Stored data entries:
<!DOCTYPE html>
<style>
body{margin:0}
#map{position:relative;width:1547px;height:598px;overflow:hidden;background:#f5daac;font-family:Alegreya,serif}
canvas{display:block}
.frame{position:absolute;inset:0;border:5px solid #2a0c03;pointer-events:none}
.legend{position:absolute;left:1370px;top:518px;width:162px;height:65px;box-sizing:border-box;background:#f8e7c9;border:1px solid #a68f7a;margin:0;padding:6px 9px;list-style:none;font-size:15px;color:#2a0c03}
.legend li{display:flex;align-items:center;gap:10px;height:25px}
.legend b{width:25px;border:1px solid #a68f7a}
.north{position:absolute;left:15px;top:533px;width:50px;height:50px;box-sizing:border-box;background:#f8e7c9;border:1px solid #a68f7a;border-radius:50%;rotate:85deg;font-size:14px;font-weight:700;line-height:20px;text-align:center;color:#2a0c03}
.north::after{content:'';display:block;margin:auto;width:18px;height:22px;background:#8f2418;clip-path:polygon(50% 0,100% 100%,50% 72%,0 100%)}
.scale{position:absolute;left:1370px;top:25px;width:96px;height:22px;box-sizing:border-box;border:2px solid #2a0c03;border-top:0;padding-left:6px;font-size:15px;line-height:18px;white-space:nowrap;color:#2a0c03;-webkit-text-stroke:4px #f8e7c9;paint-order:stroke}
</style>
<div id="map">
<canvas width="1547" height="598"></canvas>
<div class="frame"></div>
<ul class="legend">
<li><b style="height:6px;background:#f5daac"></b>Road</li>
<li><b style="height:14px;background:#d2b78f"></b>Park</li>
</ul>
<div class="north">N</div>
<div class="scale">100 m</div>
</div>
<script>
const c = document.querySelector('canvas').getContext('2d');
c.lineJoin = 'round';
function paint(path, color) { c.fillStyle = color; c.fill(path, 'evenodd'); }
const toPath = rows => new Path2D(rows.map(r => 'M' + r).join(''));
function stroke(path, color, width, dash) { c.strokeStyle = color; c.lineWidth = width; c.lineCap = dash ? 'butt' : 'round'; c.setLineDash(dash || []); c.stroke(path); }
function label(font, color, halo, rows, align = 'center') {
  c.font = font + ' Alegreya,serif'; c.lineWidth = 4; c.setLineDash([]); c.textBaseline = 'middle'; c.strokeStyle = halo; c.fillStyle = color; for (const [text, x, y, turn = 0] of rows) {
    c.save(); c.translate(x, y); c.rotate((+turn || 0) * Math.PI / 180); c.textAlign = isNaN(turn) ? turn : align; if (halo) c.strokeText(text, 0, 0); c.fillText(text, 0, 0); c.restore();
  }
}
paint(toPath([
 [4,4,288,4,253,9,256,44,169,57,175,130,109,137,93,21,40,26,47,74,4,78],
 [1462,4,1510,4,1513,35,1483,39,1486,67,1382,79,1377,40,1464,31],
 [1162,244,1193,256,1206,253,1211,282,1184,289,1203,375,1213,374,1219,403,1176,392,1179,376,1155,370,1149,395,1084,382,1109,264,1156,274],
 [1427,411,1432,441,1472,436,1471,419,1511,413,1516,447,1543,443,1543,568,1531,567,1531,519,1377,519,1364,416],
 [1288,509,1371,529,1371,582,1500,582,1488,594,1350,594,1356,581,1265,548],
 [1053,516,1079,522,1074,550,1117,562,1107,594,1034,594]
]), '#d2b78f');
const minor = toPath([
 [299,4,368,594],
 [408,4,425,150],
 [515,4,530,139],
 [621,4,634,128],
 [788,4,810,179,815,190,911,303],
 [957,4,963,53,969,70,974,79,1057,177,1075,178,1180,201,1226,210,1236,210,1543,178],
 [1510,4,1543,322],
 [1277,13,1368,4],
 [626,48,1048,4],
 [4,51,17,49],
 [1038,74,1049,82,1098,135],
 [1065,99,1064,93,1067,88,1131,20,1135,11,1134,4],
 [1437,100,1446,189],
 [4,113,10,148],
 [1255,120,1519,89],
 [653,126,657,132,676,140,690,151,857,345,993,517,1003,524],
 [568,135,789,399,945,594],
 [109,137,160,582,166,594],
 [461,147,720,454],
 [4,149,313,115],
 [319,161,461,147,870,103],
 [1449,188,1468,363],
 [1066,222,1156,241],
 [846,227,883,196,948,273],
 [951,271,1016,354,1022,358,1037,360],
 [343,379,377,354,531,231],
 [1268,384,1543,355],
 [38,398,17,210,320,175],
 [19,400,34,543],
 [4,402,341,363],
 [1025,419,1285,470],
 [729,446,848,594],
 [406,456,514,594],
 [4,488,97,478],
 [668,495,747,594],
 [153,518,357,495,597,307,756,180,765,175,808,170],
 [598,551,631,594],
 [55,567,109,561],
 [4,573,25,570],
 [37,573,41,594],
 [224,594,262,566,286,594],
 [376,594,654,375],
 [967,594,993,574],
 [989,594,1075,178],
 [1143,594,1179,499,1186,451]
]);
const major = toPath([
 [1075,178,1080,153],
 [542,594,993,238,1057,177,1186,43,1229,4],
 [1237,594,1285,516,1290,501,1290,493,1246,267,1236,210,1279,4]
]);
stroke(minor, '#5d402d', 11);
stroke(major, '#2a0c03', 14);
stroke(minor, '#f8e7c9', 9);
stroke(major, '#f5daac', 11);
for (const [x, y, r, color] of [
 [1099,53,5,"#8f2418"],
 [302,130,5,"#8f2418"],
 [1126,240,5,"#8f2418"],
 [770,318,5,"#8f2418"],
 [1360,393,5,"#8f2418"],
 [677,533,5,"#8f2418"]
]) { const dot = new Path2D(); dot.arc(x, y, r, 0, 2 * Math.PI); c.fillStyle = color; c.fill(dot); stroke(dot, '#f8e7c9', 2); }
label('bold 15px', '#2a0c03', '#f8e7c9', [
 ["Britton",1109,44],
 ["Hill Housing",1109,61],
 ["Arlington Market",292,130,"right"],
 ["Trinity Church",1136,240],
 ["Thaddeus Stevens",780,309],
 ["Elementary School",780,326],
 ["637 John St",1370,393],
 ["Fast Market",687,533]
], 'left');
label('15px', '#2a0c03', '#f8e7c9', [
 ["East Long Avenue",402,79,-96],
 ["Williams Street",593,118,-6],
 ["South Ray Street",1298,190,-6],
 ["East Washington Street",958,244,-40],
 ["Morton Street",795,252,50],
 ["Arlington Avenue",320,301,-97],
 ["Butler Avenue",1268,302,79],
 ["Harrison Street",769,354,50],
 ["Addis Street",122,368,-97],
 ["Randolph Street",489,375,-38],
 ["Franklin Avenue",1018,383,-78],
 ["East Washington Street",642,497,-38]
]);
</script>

#### WHAT TO WORK ON:
Your reply should be nothing but the lines from the one containing "stroke(major, '#f5daac', 11);" through the last line above, copied exactly; please include both ends.

#### RESPONSE:
stroke(major, '#f5daac', 11);
for (const [x, y, r, color] of [
 [1099,53,5,"#8f2418"],
 [302,130,5,"#8f2418"],
 [1126,240,5,"#8f2418"],
 [770,318,5,"#8f2418"],
 [1360,393,5,"#8f2418"],
 [677,533,5,"#8f2418"]
]) { const dot = new Path2D(); dot.arc(x, y, r, 0, 2 * Math.PI); c.fillStyle = color; c.fill(dot); stroke(dot, '#f8e7c9', 2); }
label('bold 15px', '#2a0c03', '#f8e7c9', [
 ["Britton",1109,44],
 ["Hill Housing",1109,61],
 ["Arlington Market",292,130,"right"],
 ["Trinity Church",1136,240],
 ["Thaddeus Stevens",780,309],
 ["Elementary School",780,326],
 ["637 John St",1370,393],
 ["Fast Market",687,533]
], 'left');
label('15px', '#2a0c03', '#f8e7c9', [
 ["East Long Avenue",402,79,-96],
 ["Williams Street",593,118,-6],
 ["South Ray Street",1298,190,-6],
 ["East Washington Street",958,244,-40],
 ["Morton Street",795,252,50],
 ["Arlington Avenue",320,301,-97],
 ["Butler Avenue",1268,302,79],
 ["Harrison Street",769,354,50],
 ["Addis Street",122,368,-97],
 ["Randolph Street",489,375,-38],
 ["Franklin Avenue",1018,383,-78],
 ["East Washington Street",642,497,-38]
]);
</script>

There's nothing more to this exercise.